Almonds:                              2.500Kg @ 11$/Kg                                   $ 27.500

Peanuts:                               3.000Kg @ 7$/ Kg                                    $ 21.000

February 6: Sold to Fruits Lovers Inc.:

Pistachios:                             500Kg @20$/Kg.                                      $ 10.000

Almonds:                              1.000Kg @ 11$/Kg                                   $ 11.000

Peanuts:                               1.500Kg @ 8$/ Kg                                    $ 12.000

February 12 Purchase of Pistachios:         1.500Kg@14$/Kg                   $ 21.000

                  Purchase of almonds:            2.000Kg @ 8$/Kg                   $ 16.000

                 

February 13: Sale of peanuts to Peanuts Lovers Inc.: 3.500Kg @8$/kg    $ 28.000

February 14: Purchase of Peanuts             6.000 Kg @4$/Kg                   $24.000

February 19: Sold to several clients:

Pistachios:                             1.000Kg@ 21$/Kg.                                   $ 21.000

Almonds:                              1.500Kg @ 13$/Kg                                   $ 19.500

Peanuts:                               3.000Kg @ 9$/ Kg                                    $ 27.000

February 25: Purchased from various suppliers:

Pistachios:                             1.000Kg@13$/Kg.                                    $ 13.000

Almonds:                              1.000Kg @ 9$/Kg                                     $ 9.000

Peanuts:                               1.000Kg @ 4$/ Kg                                    $ 4.000

Besides these transactions, the company has had the following expenses:

Salaries: $3500

Electricity bill: $300

Renting of equipment: $800

Rent of warehouse and office: $1.500

Miscellaneous: $1.200

Jim’s accountant recommended that he should use the average cost method in order to determine the cost of the inventory sold but he is not sure about the consequences it may have on his financial situation.

Relying on your accounting knowledge, Jim asks you the following questions:

1: Why in your opinion did Jim’s accountant recommend the average cost method and what difference is there with the three other methods?
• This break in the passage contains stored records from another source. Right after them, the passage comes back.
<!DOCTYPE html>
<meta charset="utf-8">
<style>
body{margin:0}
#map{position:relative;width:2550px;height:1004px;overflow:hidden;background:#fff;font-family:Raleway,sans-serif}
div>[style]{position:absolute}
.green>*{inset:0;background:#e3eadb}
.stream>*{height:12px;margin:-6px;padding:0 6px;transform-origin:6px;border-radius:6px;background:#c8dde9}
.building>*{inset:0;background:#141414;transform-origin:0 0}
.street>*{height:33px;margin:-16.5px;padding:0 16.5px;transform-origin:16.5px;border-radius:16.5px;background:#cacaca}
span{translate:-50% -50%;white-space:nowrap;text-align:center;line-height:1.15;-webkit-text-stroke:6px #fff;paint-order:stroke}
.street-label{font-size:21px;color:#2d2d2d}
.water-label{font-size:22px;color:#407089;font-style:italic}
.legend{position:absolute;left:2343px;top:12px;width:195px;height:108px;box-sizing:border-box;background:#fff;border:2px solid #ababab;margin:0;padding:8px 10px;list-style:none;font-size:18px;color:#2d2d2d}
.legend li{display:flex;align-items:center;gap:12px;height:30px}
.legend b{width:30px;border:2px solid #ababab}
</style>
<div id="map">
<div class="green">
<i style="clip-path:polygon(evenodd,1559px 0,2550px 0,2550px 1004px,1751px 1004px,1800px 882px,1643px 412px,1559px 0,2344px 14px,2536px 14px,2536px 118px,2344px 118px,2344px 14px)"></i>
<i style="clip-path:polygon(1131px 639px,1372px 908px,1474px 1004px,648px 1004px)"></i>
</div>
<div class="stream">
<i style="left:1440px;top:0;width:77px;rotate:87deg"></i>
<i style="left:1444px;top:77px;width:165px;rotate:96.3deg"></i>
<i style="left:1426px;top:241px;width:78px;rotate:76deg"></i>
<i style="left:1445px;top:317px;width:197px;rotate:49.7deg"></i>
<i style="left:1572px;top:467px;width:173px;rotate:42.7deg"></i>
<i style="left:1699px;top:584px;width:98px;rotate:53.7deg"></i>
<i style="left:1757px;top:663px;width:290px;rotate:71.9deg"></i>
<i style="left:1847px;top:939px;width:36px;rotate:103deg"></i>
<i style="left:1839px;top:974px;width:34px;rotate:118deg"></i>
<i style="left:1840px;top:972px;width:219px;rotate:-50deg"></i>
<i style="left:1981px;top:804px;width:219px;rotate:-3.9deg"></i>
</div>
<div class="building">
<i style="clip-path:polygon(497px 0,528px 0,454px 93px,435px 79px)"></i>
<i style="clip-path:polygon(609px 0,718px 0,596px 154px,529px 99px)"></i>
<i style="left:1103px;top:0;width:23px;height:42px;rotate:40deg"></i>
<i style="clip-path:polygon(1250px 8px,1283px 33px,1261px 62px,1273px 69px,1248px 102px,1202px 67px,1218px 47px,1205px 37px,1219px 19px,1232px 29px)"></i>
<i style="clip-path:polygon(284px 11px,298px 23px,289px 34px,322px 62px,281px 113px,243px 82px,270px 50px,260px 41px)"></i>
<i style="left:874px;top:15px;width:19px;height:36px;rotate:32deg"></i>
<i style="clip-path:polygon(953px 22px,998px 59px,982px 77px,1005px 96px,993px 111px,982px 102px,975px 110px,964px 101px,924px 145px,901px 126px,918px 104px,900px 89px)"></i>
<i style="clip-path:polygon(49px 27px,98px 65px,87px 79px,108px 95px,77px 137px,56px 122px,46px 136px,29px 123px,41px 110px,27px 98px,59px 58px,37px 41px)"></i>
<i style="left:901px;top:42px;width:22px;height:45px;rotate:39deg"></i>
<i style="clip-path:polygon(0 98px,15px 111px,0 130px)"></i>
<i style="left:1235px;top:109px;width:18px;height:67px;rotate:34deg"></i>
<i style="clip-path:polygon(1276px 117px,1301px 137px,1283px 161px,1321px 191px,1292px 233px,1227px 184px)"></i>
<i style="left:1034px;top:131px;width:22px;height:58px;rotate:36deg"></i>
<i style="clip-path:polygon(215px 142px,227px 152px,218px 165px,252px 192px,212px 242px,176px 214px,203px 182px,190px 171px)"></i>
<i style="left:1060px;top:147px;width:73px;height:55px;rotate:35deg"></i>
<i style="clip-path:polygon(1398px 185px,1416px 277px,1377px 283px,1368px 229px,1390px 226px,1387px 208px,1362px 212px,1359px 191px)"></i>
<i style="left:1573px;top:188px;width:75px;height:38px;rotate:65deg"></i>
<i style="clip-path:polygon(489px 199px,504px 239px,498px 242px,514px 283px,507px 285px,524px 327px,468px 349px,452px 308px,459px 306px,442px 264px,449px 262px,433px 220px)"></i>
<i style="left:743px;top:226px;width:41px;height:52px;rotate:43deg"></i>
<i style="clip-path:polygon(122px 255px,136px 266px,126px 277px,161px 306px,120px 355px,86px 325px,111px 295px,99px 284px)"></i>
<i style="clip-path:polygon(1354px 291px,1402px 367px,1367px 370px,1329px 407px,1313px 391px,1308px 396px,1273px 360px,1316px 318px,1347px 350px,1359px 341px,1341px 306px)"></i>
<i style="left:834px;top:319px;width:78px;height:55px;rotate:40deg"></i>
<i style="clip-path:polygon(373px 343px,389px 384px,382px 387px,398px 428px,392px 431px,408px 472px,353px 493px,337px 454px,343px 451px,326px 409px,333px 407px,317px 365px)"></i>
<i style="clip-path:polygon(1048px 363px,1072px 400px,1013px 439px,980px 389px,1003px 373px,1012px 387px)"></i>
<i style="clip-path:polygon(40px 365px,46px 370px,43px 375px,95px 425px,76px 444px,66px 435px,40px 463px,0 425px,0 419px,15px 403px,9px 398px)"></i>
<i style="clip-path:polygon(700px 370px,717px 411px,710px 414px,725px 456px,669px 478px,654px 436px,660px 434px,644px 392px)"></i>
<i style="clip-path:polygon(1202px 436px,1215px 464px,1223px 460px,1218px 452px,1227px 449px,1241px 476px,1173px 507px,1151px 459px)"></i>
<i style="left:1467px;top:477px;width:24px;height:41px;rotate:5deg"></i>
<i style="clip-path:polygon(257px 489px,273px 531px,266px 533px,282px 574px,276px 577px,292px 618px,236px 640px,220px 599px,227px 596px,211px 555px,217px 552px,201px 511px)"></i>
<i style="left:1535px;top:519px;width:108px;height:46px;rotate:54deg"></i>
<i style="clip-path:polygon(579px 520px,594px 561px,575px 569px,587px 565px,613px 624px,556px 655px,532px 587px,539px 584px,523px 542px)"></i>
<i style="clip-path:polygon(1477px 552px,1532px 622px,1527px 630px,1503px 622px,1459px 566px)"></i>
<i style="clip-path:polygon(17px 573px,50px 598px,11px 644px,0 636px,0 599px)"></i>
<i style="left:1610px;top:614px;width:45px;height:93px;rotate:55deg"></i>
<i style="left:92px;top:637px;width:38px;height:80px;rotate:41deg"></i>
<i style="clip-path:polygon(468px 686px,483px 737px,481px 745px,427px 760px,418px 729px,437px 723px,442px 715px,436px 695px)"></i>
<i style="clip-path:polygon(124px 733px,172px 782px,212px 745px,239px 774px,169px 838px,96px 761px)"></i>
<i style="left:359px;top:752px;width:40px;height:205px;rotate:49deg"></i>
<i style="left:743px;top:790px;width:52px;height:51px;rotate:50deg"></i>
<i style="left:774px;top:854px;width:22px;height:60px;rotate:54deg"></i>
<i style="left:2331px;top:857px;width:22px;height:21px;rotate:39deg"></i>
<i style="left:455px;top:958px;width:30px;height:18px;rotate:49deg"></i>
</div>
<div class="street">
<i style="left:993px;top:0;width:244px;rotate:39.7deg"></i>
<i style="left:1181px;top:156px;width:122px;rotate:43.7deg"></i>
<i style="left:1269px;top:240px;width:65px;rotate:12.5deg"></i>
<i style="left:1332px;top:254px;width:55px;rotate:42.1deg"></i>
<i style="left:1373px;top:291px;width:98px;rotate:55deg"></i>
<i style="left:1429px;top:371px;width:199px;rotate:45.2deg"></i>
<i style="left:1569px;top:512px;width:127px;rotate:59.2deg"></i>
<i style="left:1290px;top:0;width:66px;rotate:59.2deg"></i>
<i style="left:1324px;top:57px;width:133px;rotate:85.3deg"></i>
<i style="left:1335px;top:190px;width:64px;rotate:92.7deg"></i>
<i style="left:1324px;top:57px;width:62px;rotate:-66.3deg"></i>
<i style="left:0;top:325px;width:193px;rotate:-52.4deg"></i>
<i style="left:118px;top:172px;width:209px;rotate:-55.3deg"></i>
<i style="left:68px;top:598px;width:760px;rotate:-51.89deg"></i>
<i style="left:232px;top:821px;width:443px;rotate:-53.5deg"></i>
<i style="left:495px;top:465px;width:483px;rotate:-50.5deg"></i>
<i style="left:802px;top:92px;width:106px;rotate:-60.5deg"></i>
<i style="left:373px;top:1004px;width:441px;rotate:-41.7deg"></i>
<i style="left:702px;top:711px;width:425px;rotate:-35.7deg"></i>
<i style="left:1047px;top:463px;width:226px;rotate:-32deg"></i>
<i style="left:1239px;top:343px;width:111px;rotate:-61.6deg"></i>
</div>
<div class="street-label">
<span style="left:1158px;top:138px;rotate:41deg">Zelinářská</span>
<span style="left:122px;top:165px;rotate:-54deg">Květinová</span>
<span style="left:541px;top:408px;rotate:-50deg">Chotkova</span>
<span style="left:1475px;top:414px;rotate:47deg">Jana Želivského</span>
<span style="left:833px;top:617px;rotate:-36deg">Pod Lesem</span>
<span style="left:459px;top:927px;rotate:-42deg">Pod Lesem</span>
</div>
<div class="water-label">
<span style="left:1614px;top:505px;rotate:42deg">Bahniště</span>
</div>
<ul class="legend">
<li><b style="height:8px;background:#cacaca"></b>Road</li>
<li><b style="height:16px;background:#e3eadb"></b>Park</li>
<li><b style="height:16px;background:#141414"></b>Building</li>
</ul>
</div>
Explain the main characteristics of each method of valuation of the inventory and the consequences they may have on the valuation of the inventory and determination of the net income in case of price fluctuation.

2: Prepare an Income statement of the company at the end of February using as method of valuation of the inventory the average cost method, FIFO and LIFO for each one of the products sold by Jim, and calculate the balance of the inventory at the end of the month. Explain the calculations.

3: In order to compare with the records made by his accountant, Jim asks you to prepare the different journal entries for the purchases and sales mentioned above for each one of the 3 different methods used above.

4: Jim’s accountant insisted that he should use a perpetual inventory system instead of a periodic inventory system and the average cost method for valuating the inventory. Do you agree with this advice (justify your answer)? Would the balance of the inventory at the end of the month be the same? And the net income?

5: Jim would like to know a forecast of the number of days to sell the inventory based on the results of the month of February. Explain your calculation and the steps followed.

6. Jim expects that the prices of the merchandises will dramatically decrease in the next future as a result of the Covid 19 crisis. Which method of valuation of the inventory would you thus recommend to Jim? Explain your answer.

Homework Answers

Answer #1

Answer to part 1

Jim the accountant recommeneded the average cost method because there are different kinds of inventory with high price differences hence the average cost method will efficate the the measuring of inentory.

There are three other types of processes namely FIFO(First in First out ) , LIFO(Last in First out ) and Weighted Average Method.

In FIFO , we assume the inventory being sold is at the rate of the inventory which was purchased first.

In LIFO , we assume the inventory being sold is at the rate of the inventory which was purchased latest.

In Weighted Average Methoid , we assume the rate of inventory to be the weighted average of the price and number of units.